Like just about everyone else in the industry, Dick Kadish, president of Bethesda, Md.-based CAPREIT, hadn’t seen a lot of hard asset acquisitions coming his way over the past couple of years. But that didn’t keep him from working on deals.
After spending a year in negotiations, the company and Tampa, Fla.-based Morrison Grove Capital Advisors formed Morrison Grove CAPREIT, a joint venture armed with buying the low-income housing tax credit asset management business of Credit Suisse in May. The transaction will provide Morrison Grove CAPREIT with the asset and/or property management of approximately 15,000 apartment homes across 240 properties in 31 states.
The fee stream from asset management was definitely attractive to Kadish, but it wasn’t the only reason he joined forces with longtime business associate Charles M. Pinckney, president and CEO of Morrison Grove, to bring several million dollars to the table and secure the Credit Suisse business. “We also see where there’s an opportunity—in instances where you have a general partner that has fallen by the wayside, you can step into those shoes,” Kadish says. “You can become the general partner and are entitled to earn general partner’s fees if, in fact, you operate the thing correctly. You also have the opportunity to earn property management fees should the property management firms go by the wayside as well.”

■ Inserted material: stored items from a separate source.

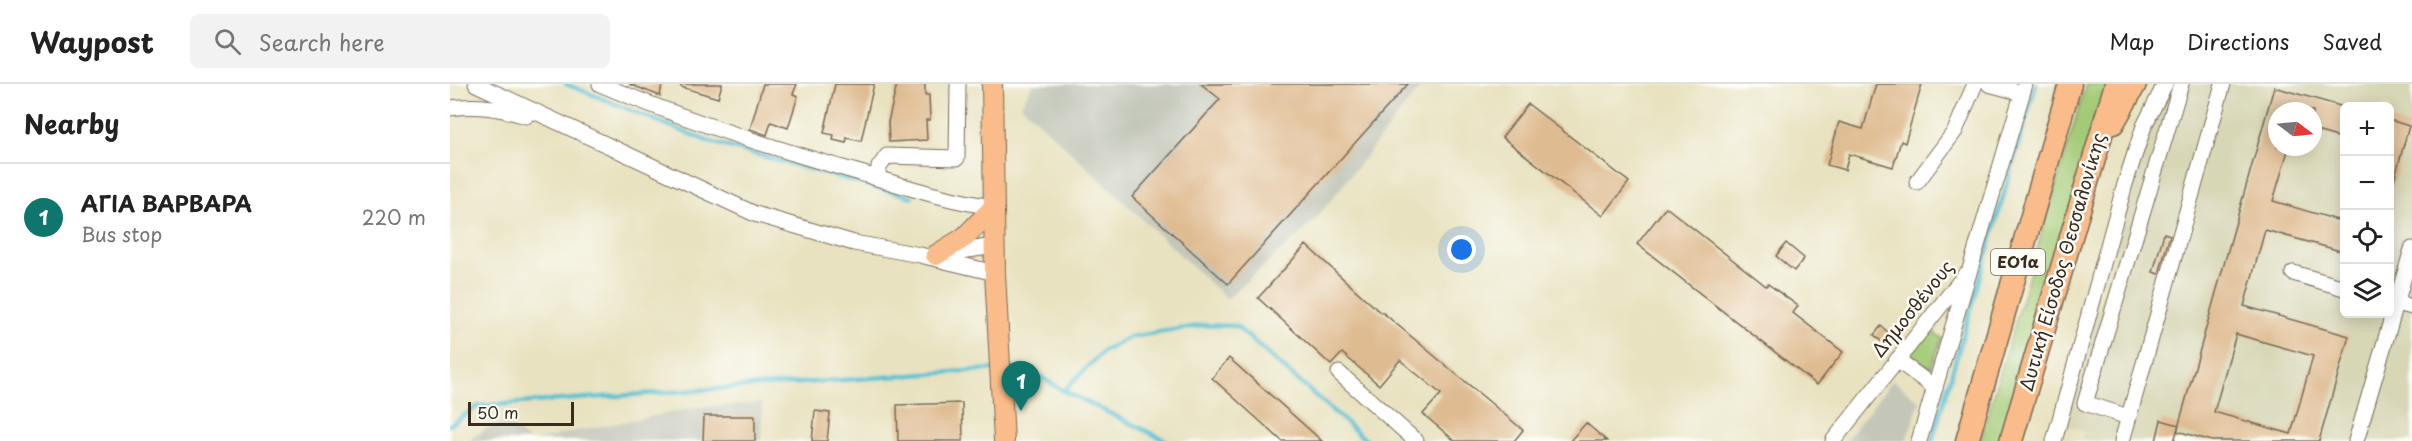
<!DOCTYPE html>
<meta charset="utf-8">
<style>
:root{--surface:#fff;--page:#f2f2f2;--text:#222;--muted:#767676;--line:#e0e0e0;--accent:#0f766e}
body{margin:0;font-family:"Playpen Sans",sans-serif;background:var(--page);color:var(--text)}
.controls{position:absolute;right:18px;top:18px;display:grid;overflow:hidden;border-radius:9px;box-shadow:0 3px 15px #0003}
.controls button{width:54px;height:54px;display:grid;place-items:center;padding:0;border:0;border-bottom:2px solid var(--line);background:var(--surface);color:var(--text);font:30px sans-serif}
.compass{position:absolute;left:1818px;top:18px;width:54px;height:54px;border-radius:50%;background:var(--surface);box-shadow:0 3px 15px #0003;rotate:106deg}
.scale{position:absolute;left:18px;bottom:15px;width:106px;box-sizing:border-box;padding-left:6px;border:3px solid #3b2a1e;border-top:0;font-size:16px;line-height:21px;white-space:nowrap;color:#3b2a1e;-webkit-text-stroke:4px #fdfcf7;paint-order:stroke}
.you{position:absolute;left:1012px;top:166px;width:21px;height:21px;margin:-15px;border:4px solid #fff;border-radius:50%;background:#1a73e8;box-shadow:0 0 0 9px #1a73e833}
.badge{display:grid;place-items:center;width:39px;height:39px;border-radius:50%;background:var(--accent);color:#fff;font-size:20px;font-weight:700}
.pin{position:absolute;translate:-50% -50px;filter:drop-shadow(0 2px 3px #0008)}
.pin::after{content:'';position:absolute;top:32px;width:21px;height:18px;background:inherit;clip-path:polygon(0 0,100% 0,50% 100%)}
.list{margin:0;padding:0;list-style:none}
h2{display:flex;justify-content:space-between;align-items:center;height:78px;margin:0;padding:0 24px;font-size:26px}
h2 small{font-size:20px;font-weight:400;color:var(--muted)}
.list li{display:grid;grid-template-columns:39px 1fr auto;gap:18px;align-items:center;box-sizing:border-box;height:108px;padding:0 24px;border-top:2px solid var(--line)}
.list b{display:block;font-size:22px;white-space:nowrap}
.list p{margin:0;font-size:20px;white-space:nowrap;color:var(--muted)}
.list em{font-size:20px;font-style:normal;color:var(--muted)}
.icon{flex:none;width:33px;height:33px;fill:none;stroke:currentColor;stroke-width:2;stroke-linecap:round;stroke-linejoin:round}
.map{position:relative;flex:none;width:1962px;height:357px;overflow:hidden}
header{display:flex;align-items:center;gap:36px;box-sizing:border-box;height:84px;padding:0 30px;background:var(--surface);border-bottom:2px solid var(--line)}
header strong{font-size:28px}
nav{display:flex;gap:33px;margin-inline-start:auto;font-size:21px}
.search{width:420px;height:54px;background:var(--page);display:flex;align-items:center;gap:15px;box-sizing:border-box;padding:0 21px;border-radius:9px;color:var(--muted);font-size:22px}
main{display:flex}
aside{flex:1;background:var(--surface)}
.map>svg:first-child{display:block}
.built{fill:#d7d6b5;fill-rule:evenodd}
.industrial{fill:#c3c6b9}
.green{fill:#a3ca76;stroke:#6f7a4a;stroke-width:1.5}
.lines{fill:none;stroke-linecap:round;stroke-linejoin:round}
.stream{stroke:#56bfd3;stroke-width:4.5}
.building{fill:#dfbb91;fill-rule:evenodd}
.minor-casing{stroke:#786a57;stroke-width:17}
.major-casing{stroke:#786a57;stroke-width:22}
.highway-casing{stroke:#786a57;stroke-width:25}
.minor{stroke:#fff;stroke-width:15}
.major{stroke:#f9bc8a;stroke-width:20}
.highway{stroke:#f9bc8a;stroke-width:22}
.labels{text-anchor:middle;stroke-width:5;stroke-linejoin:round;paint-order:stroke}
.shield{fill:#fdfcf7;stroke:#75695f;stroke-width:1.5}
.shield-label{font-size:16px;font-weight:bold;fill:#3b2a1e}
.street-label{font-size:18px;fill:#3b2a1e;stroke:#fdfcf7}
</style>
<header>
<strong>Waypost</strong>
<div class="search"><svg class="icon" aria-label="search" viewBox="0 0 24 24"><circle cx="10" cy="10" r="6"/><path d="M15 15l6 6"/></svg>Search here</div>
<nav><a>Map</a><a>Directions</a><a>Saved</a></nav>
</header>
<main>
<aside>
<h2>Nearby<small></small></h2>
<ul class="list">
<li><span class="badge">1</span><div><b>ΑΓΙΑ ΒΑΡΒΑΡΑ</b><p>Bus stop</p></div><em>220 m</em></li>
</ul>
</aside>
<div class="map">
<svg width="1962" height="357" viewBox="0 0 1962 357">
<rect width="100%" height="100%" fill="#fdfcf7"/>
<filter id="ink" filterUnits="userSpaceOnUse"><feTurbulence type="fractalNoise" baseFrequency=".0167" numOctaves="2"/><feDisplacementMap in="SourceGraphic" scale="12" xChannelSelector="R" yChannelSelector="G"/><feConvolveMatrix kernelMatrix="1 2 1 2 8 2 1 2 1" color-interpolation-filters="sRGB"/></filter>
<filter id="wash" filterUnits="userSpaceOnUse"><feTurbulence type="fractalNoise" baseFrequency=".008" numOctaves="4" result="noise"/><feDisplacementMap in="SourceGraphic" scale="24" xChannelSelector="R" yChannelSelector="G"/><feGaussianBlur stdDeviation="1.35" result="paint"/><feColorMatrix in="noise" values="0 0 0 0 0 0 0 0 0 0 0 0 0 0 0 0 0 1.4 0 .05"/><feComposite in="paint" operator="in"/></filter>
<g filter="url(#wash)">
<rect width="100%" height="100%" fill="#e8e2c0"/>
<path class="built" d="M1714 0H1962V357H1631L1634 348 1614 340ZM1894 22H1940V230H1894ZM1827 27H1863V63H1827Z"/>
<g class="industrial">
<polygon points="583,0 973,0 865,136 777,215 571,21"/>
<polygon points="1443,296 1470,318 1456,357 1395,357"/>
<polygon points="312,319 311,357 85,357 121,348 245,324"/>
<polygon points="47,340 62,343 80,357 19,357 34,346"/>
</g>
<g class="green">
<polygon points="1636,0 1659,0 1554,357 1530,357"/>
<polygon points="1479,245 1492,254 1481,284 1459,270"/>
</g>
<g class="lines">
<g class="stream">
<polyline points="116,0 257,57 462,113"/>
<polyline points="556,285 574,283 614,307 652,268 680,253 755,241 786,242 917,357"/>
<polyline points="614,307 717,357"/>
<polyline points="0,341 28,322 545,285"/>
<polyline points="1482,357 1586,0"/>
</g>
</g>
<g id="blocks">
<g class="building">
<polygon points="179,0 212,0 210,12"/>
<polygon points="231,0 272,0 268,14 231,3"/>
<polygon points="313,0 347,0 343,10 348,12 338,44 321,38 317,51 300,45"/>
<polygon points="385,0 424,0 411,57 397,54 396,59 383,56 384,51 374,49"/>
<polygon points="447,0 475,0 475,11 479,11 480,36 476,36 477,56 439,58 438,38"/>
<polygon points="751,0 958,0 778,200 682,113 770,15"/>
<polygon points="1426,0 1472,0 1455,59 1451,57 1443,83 1399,70 1395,86 1377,81 1389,38 1413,45"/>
<path d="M1824 3 1894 23V55L1863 46V27H1827V63H1839L1823 117 1894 138V168L1815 146 1794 222 1899 252 1869 357H1762L1727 347ZM1786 250 1863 272 1841 350 1764 328Z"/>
<polygon points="1078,20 1179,98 1153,132 1052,53"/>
<polygon points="1940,36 1959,42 1943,100 1940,99"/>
<polygon points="1216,123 1316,202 1318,200 1348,222 1343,229 1393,268 1367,301 1187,160"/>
<polygon points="1714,149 1720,151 1709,190 1703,188"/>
<polygon points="1336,159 1354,174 1344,187 1326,172"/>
<polygon points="856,161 931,229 932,228 1073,346 1064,357 1005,357 973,330 991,310 950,276 929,301 892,269 881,281 808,214"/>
<polygon points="1431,242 1447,256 1439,264 1424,251"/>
<polygon points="779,274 872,357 832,357 762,294"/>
<polygon points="512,319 513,357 448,357 447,321"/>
<polygon points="365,327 380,329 377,357 362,357"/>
<polygon points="254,332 305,332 305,357 253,357"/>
<polygon points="1711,336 1729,341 1724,357 1706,357"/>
<polygon points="1136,339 1157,357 1120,357"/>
</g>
</g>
</g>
<g filter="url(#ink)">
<use href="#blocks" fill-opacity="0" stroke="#786a57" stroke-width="1.5"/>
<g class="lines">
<defs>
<g id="minor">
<polyline points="26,0 305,130 404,159 470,171 545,189"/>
<path d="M150 0C235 36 322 64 410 89 454 102 498 117 544 123"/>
<polyline points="1539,0 1572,9"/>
<path d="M0 24C28 20 50 24 76 32"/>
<polyline points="427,94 429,83 437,72 507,74 508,0"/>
<polyline points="1467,98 1505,47 1525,0"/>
<polyline points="491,170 545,162"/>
<polyline points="1843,189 1894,204"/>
<polyline points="1940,217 1962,223"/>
<polyline points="1447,276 1485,304"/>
<polyline points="889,289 966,357"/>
<polyline points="1678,333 1635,319 1731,0"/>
<polyline points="1383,357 1515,191"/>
<polyline points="1469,357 1575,0"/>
<polyline points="1604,357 1675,100 1694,42 1715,0"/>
<polyline points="1672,357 1773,0"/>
<polyline points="1906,357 1962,165"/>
</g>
<g id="major">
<polyline points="542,0 545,189 554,357"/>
<polyline points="486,171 515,153 544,123"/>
</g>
<g id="highway">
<polyline points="1663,39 1685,0"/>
<polyline points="1517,357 1620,0"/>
<polyline points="1561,357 1666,0"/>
</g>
</defs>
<use href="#minor" class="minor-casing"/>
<use href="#major" class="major-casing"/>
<use href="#highway" class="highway-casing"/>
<use href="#minor" class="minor"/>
<use href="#major" class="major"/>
<use href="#highway" class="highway"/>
</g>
</g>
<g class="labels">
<rect class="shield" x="1541" y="165" width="54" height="26" rx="4.5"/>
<g class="shield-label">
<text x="1568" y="184">ΕΟ1α</text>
</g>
<g class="street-label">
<text transform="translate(1613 178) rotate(-74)" y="6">Δυτική Είσοδος Θεσσαλονίκης</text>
<text transform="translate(1463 225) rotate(-51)" y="6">Δημοσθένους</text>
</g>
</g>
</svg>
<div class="controls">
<button>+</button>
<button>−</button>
<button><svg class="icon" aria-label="locate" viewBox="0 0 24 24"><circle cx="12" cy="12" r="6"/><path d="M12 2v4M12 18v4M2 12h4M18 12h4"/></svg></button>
<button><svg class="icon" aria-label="layers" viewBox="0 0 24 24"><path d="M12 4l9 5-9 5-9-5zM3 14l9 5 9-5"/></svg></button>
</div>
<svg class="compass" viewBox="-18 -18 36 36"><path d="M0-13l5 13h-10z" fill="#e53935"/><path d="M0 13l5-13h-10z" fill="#767676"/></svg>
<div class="scale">50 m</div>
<div class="you"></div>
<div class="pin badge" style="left:571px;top:327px">1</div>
</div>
</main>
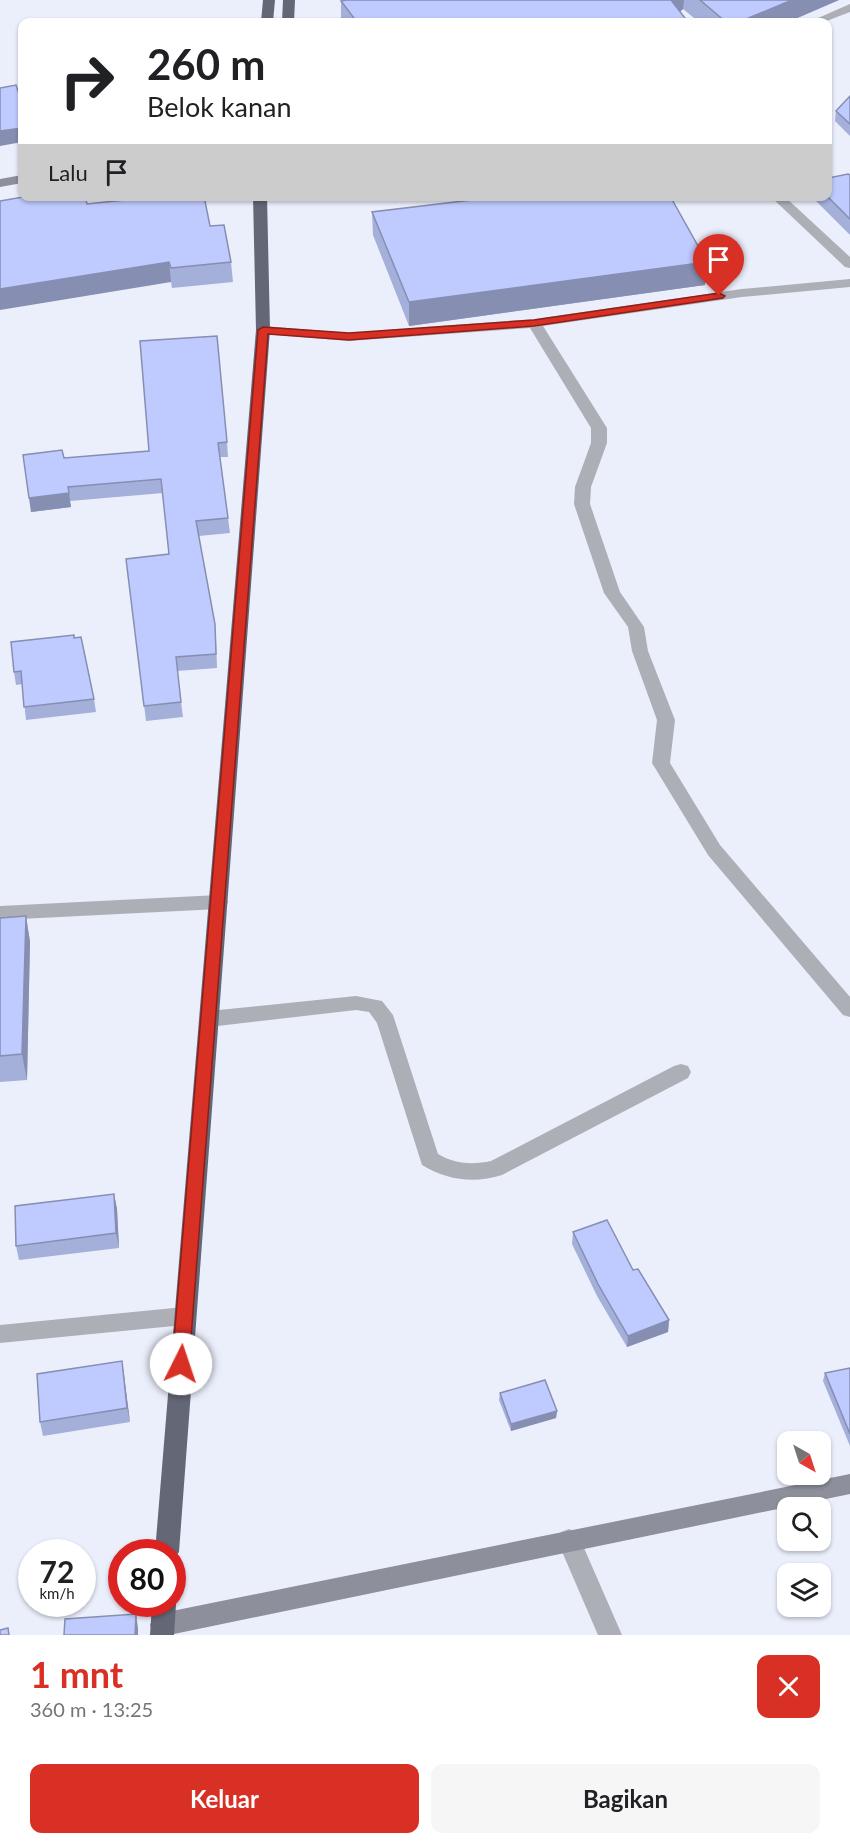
<!DOCTYPE html>
<html lang="id">
<head>
<meta charset="utf-8">
<style>
  body { margin:0; font-family:Lato,sans-serif; background:#f6f6f6; color:#202124; height:100vh; display:flex; flex-direction:column; font-size:22px; white-space:nowrap }
  * { box-sizing:border-box; margin:0 }
  p { font-size:20px; color:#757577 }
  .icon { flex:none; width:33px; height:33px; fill:none; stroke:currentColor; stroke-width:2; stroke-linecap:round; stroke-linejoin:round }
  .map { position:relative; height:1635px; overflow:hidden }
  .sheet { display:flex; flex-direction:column; background:#fff; flex:1 }
  .sheet>* { flex:none }
  .top-card { position:absolute; left:18px; top:18px; width:814px; height:183px; border-radius:12px; box-shadow:0 2px 4px #0004; background:#fff; color:#202124; overflow:hidden }
  .needle { width:39px; rotate:141deg }
  .fabs { position:absolute; left:777px; top:1431px; display:grid; gap:12px }
  .fabs a { display:grid; place-items:center; width:54px; height:54px; border-radius:12px; background:#fff; box-shadow:0 2px 4px #0004; font-size:30px }
  .speed { position:absolute; left:18px; top:1539px; display:flex; gap:12px; font-size:30px; font-weight:700; text-align:center }
  .speed>* { display:grid; place-content:center; width:78px; height:78px; border-radius:50%; background:#fff; box-shadow:0 2px 4px #0004; line-height:1 }
  .speed small { font-size:15px; font-weight:400 }
  .speed .limit { border:9px solid #d22; background:#fff; color:#111 }
  .pin { position:absolute; display:grid; place-items:center; width:51px; height:51px; color:#fff; margin:-62px -26px; border-radius:50% 50% 50% 0; rotate:-45deg; box-shadow:0 0 6px #0007 }
  .pin .icon { rotate:45deg }
  .me { position:absolute; width:66px; margin:-33px; rotate:4deg; stroke-linejoin:round; filter:drop-shadow(0 0 4px #0008) }
  .turn { display:flex; align-items:center; gap:21px; height:126px; padding:0 30px; font-size:27px }
  .turn .icon { width:78px; height:78px; stroke-width:2.5 }
  .turn b { display:block; font-size:42px; line-height:51px }
  .then { display:flex; align-items:center; height:57px; padding:0 30px; background:#0003; gap:12px; font-size:22px }
  .round { display:grid; place-items:center; flex:none; width:63px; height:63px; border-radius:12px; background:#f6f6f6 }
  .summary { display:flex; align-items:center; justify-content:space-between; height:102px; padding:0 30px }
  h1 { font-size:36px; font-weight:700; line-height:45px; color:#d93025 }
  .action { display:flex; gap:12px; margin-top:auto; padding:12px 30px }
  .action a { flex:1; height:69px; border-radius:12px; background:#d93025; color:#fff; font-size:24px; font-weight:700; line-height:69px; text-align:center }
  .action a+a { background:#f6f6f6; color:#202124 }
  .map>svg:first-child { display:block }
  .lines { fill:none; stroke-linecap:round; stroke-linejoin:round }
  .lane { fill:#adafb7; fill-rule:evenodd }
  .street { fill:#adafb7; fill-rule:evenodd }
  .secondary { fill:#8d909b; fill-rule:evenodd }
  .highway { fill:#636776; fill-rule:evenodd }
  .wall { fill:#a4afda }
  .shaded-wall { fill:#868eb2 }
  .building { fill:#bfcbfe; stroke:#868eb2; stroke-width:1.5 }
  .route { fill:#d93025; stroke:#8d1f18; stroke-width:1.5 }
</style>
</head>
<body>
<div class="map">
<svg width="850" height="1635" viewBox="0 0 850 1635">
  <rect width="100%" height="100%" fill="#ebeffc"/>
  <g class="lines">
    <path class="lane" d="M219,895L226,897L228,902L226,907L219,909L0,920V906Z"/>
    <path class="street" d="M850,4V12L824,22H809Z
      M770,196H784L850,257V268L845,267Z
      M850,279V287L742,297L543,326L607,428V443L591,487L590,504L620,592L644,627L648,651L675,720L670,763L720,845L850,997V1017L843,1015L708,855L652,763L657,720L632,651L628,627L604,593L574,504L575,487L591,443V428L530,328L349,341L263,334L256,330L263,326L349,333L534,319L742,289Z
      M356,996L382,1001L393,1015L438,1154C455,1164 472,1165 491,1161L674,1066L681,1064L688,1066L691,1072L688,1078L502,1175C474,1184 447,1180 422,1165L377,1023L369,1012L356,1010L209,1027L202,1024L199,1019L202,1014L209,1011Z
      M184,1307L192,1309L195,1316L192,1323L184,1325L0,1343V1325Z
      M569,1529L577,1532L622,1635H598L557,1540L561,1532Z"/>
    <path class="secondary" d="M22,175V183L0,187V179Z
      M850,1474V1494L169,1635L153,1633L150,1625L153,1617L162,1613Z"/>
    <path class="highway" d="M263,0H275L273,22H261Z
      M283,0H295L294,22H282Z
      M253,196H267L270,330L179,1552L172,1561V1552H155L256,330Z
      M172,1596L176,1604L174,1635H150L152,1604H172Z"/>
  </g>
  <path class="wall" d="M347,0H839L788,22H699L683,9L680,12L688,22H341V1Z
    M850,96V136L835,121L836,111Z
    M850,175V235L811,196H828Z
    M159,196H204L210,226L231,262L233,282L172,288L171,282L87,204Z
    M372,212L707,262L705,285L409,326L373,235Z
    M227,442L228,457H220L228,518L230,533L199,536L216,639L217,668L177,671L183,717L146,721L126,559L169,554L163,493L70,501L71,507L31,512L64,458L149,451Z
    M74,638L94,699L96,712L26,720L22,684L16,685L14,672Z
    M26,916L30,942L27,1080L0,1082V918Z
    M114,1194L117,1209L119,1248L19,1260L16,1246Z
    M573,1232L633,1270L669,1320L668,1332L627,1347L597,1296L572,1244Z
    M122,1361L130,1422L43,1436L40,1422Z
    M850,1368V1446L823,1381L825,1373Z
    M500,1393L557,1411L556,1418L511,1431L499,1400Z"/>
  <path class="shaded-wall" d="M671,0H684L683,9L669,22Z
    M792,0H839L788,22H739Z
    M22,128V142L0,146V131Z
    M169,262L171,282L0,310V289Z
    M707,262L705,285L409,326V302Z
    M69,493L71,507L31,512L29,498Z
    M26,916L30,942L27,1080L22,1054Z
    M114,1194L117,1209L119,1248L116,1233Z
    M669,1320L668,1332L627,1347L628,1336Z
    M122,1361L124,1375L130,1422L127,1408Z
    M557,1411L556,1418L511,1431V1424Z
    M136,1614L138,1628V1635H135Z"/>
  <path class="building" d="M347,0H671L688,22H357L341,1Z
    M700,0H792L739,22H726Z
    M16,85L22,103V128L0,131V88Z
    M850,96V124L836,111Z
    M848,174L850,175V219L827,196H828V178Z
    M29,196H85L87,204L164,196H204L210,226L224,225L231,262L171,268L169,262L0,289V201Z
    M505,196H670L707,262L409,302L372,212Z
    M217,336L227,442L218,443L228,518L196,521L215,624L216,654L176,657L181,702L144,706L126,559L169,554L161,479L68,487L69,493L29,498L23,455L62,450L64,458L149,451L140,341Z
    M74,635V638L81,637L94,699L24,707L21,671L14,672L11,642Z
    M26,916L22,1054L0,1056V918Z
    M114,1194L116,1233L16,1246L15,1206Z
    M607,1220L633,1270L638,1269L669,1320L628,1336L598,1284L573,1232Z
    M122,1361L127,1408L40,1422L37,1374Z
    M850,1368V1434L825,1373Z
    M545,1380L557,1411L511,1424L500,1393Z
    M136,1614L135,1635H64L65,1619Z
    M8,1628L9,1635H0V1630Z"/>
  <path class="route" d="M719,293L725,296L723,298L534,326L349,340L268,334L189,1364L187,1369L181,1371L175,1369L172,1364L258,330L263,327L349,333L534,320Z"/>
</svg>
<div class="fabs">
<a><svg class="needle" viewBox="-14 -14 28 28"><path d="M0-13l5 13h-10z" fill="#e53935"/><path d="M0 13l5-13h-10z" fill="#757577"/></svg></a>
<a><svg class="icon" aria-label="search" viewBox="0 0 24 24"><circle cx="10" cy="10" r="6"/><path d="M15 15l6 6"/></svg></a>
<a><svg class="icon" aria-label="layers" viewBox="0 0 24 24"><path d="M12 4l9 5-9 5-9-5zM3 14l9 5 9-5"/></svg></a>
</div>
<div class="speed"><div>72<small>km/h</small></div><div class="limit">80</div></div>
<div class="pin" style="left:719px;top:296px;background:#d93025"><svg class="icon" aria-label="arrive" viewBox="0 0 24 24"><path d="M6 21V4h12l-3 4 3 4H6"/></svg></div>
<svg class="me" style="left:181px;top:1364px" viewBox="-20 -20 40 40"><circle r="19" fill="#fff"/><path d="M0-13L10 11 0 6-10 11z" fill="#d93025"/></svg>
<div class="top-card">
<div class="turn"><svg class="icon" aria-label="right" viewBox="0 0 24 24"><path d="M7 20v-9h11M14 6l5 5-5 5"/></svg><div><b>260 m</b>Belok kanan</div></div>
<div class="then">Lalu<svg class="icon" aria-label="arrive" viewBox="0 0 24 24"><path d="M6 21V4h12l-3 4 3 4H6"/></svg></div>
</div>
</div>
<section class="sheet">
<div class="summary"><div><h1>1 mnt</h1><p>360 m · 13:25</p></div><a class="round" style="background:#d93025;color:#fff"><svg class="icon" aria-label="close" viewBox="0 0 24 24"><path d="M6 6l12 12M18 6L6 18"/></svg></a></div>
<div class="action"><a>Keluar</a><a>Bagikan</a></div>
</section>
</body>
</html>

Already, Morrison Grove CAPREIT has had the opportunity to step into the general partner role at one of the properties in the portfolio—Warren Manor in Warren, Ark. Kadish says both the general partner and guarantor disappeared at Warren Manor. The property was only 55 percent occupied, and Kadish says the property hadn’t been in tax credit compliance before the Arkansas State Housing Finance Agency in 2007, 2008, and 2009. “We restored the financial health of the property,” Kadish says. “We got the 2007, 2008, and 2009 tax credits straightened out and got the Arkansas State Agency to write letters indicating that we were in compliance. We appointed a property manager that was local. The property is now 100 percent occupied. It has financial health. The bills are being paid.”
Though this isn’t the first tax credit turnaround for CAPREIT (it helped turn around the Creekside at Taskers Chance Senior Apartments in Frederick, Md., last year), the firm has been in the tax credit game for only about five years.
And now, as Kadish continues to incorporate the Credit Suisse asset management business, he’s starting to once again see some movement on the market-rate side. He says he has deals in Florida and Minnesota under contract for purchase and another two deals in the same states under contract to sell. “For the past year-and-a-half, it has been difficult trying to buy or sell anything,” Kadish says. “That malaise has disappeared almost entirely.”